Assuming that the posing of this one question was improper, we do not believe that on this record, with an adequate curative jury instruction, it was of such prejudice as to warrant reversal.2 See United States v. Rodriguez, 573 F.2d 330, 333 (5th Cir. 1978). Such an assumption is not called for, however, because there was nothing improper about the question. The letter itself was highly relevant,3 even though it was dated some two years after the original sale of the bonds and the crime of which it warned was not the one for which Miller was tried.4 The relevancy of the letter became readily apparent by the close of Miller's direct examination when he related that he had been advised by counsel that he should not commingle AVEUA funds with his companies' revenues and that "he had better get that straightened out." On cross-examination, the prosecutor probed further:
Q. Isn't it a fact that as early as March of 1973, your own attorney, Mr. Heskett, told you after the SEC had come in there while you were on the trip to New Zealand, that if discovered, what you had done with respect to the money was a felony?

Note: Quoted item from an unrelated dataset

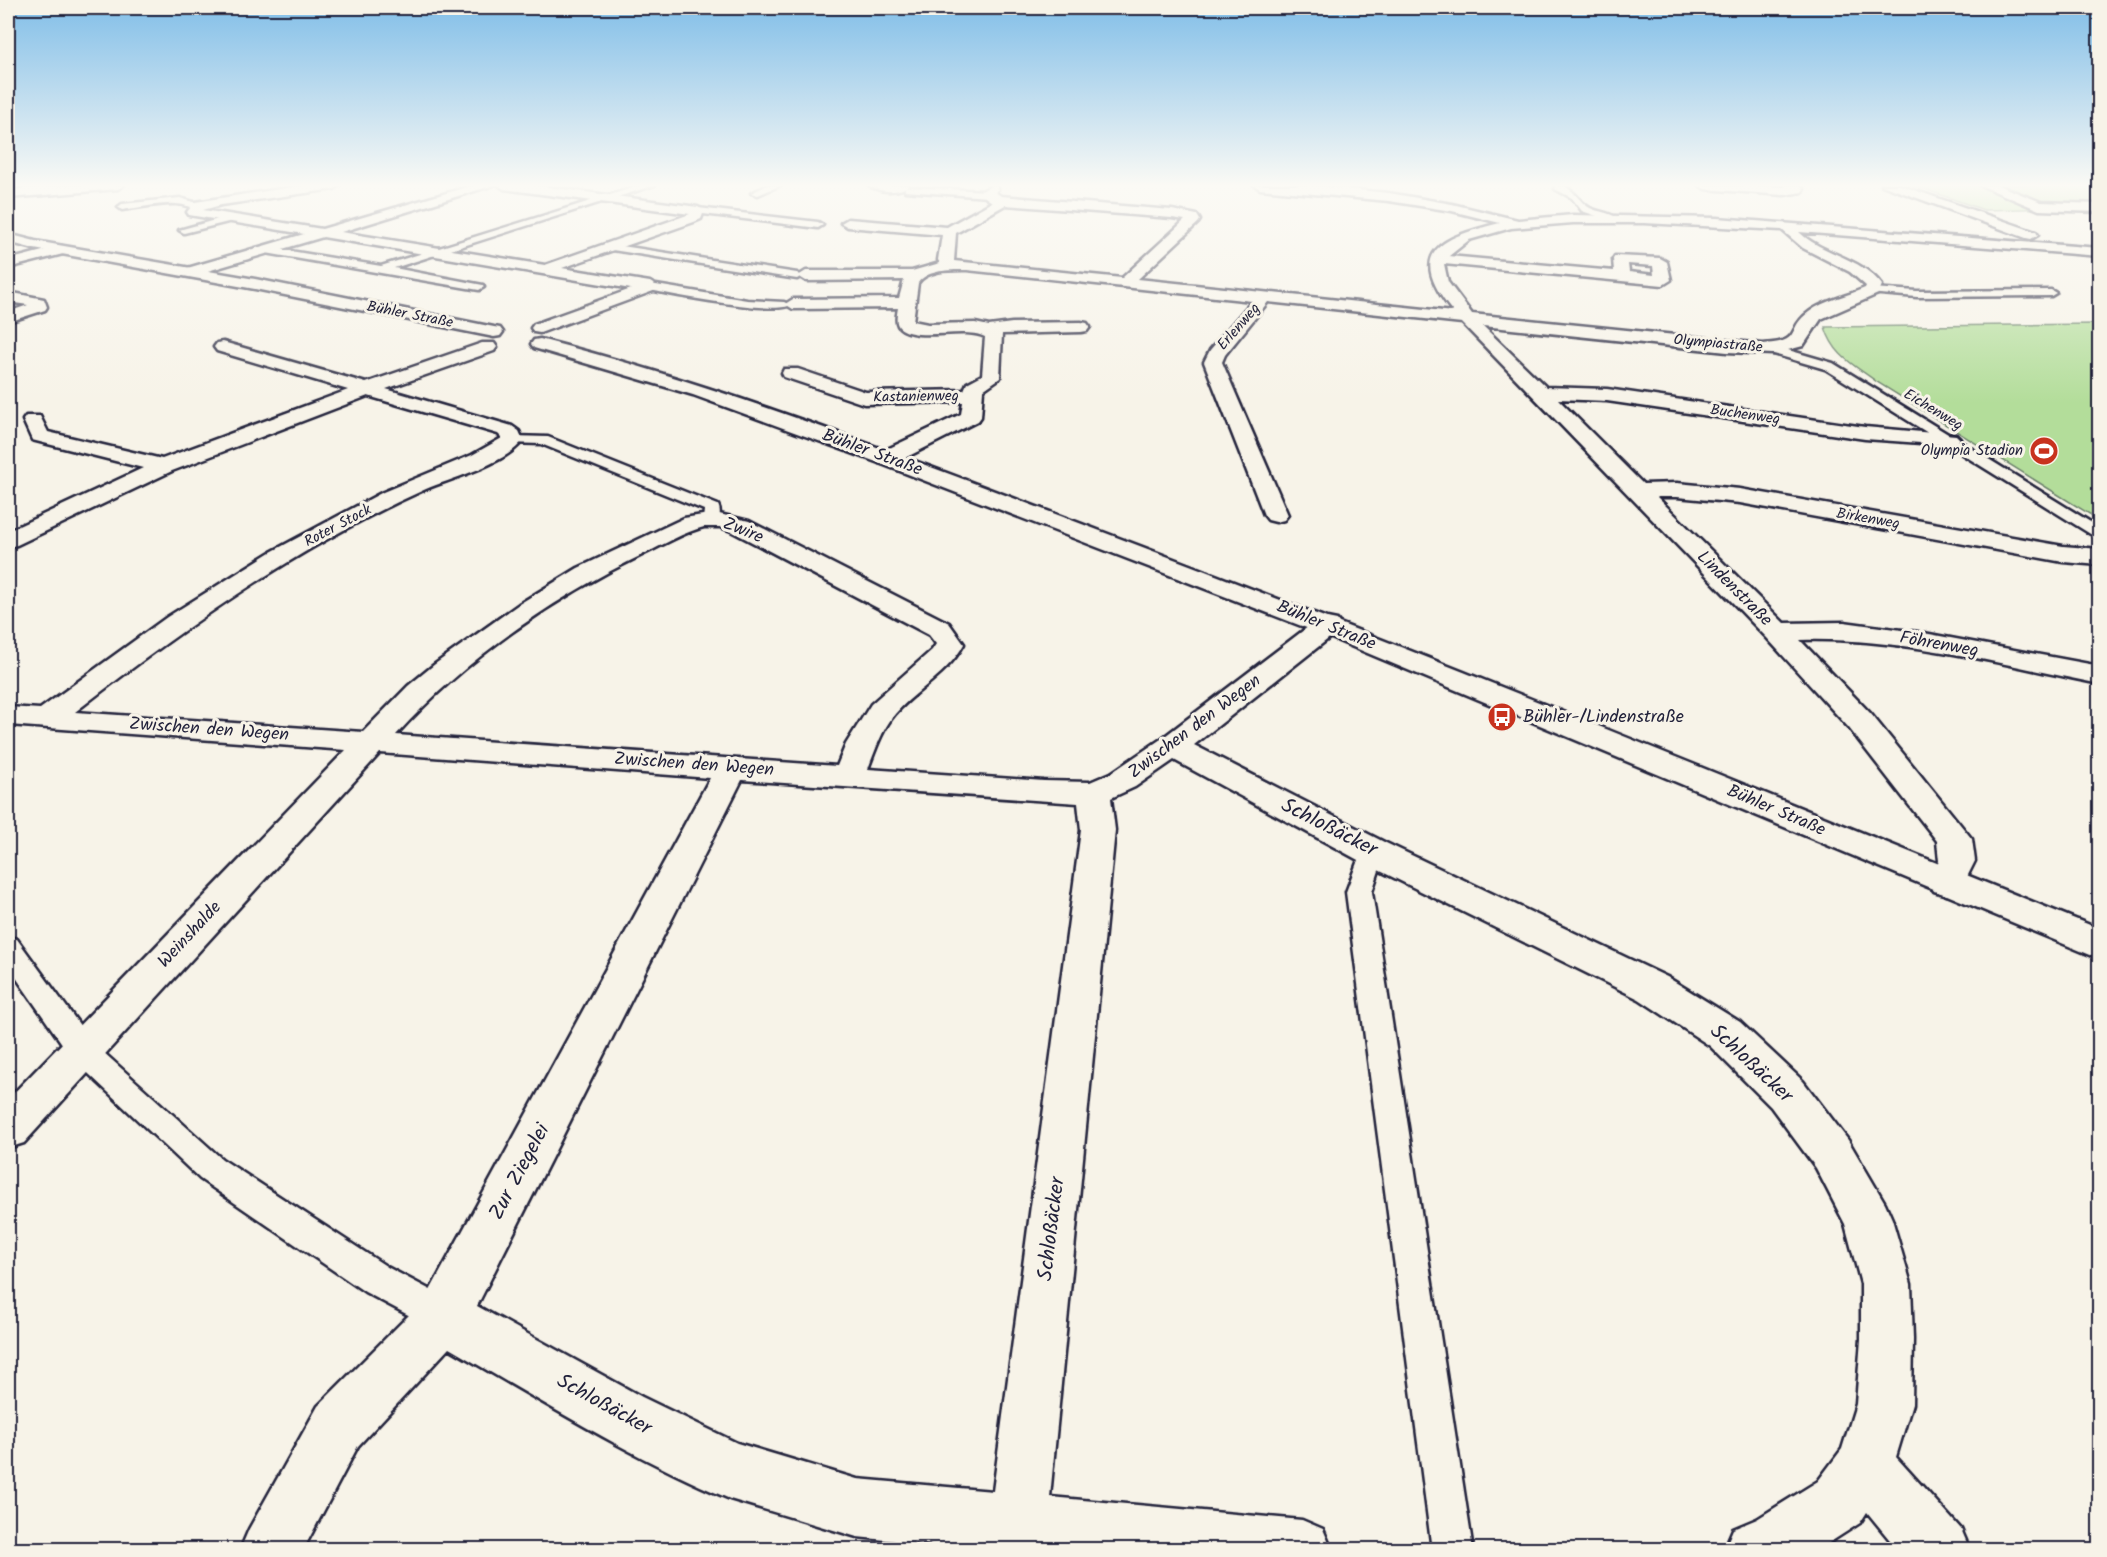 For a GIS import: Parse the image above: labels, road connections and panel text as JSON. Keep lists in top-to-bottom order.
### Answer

A. Mr. Heskett told me that I was co-mingling funds and I do not ever remember the word felony, but, I better get it straightened up. I took it to Haskins and whatever the name of the firm was in Kansas City to begin that process.
Q. He never told you it was a felony?
A. No, Sir.
Q. Isn't it a fact that he wrote you a letter on March 11, 1974, the second paragraph saying during the time following the above conversations concerning the Arkansas Valley-Milanson Development Company and so forth we have sought to justify the manner in which said trust funds are being used, but, frankly we are unable to do same. In fact, our research has led us to the opinion that the use of said trust funds unabated may bring about a conviction for a felony if discovered?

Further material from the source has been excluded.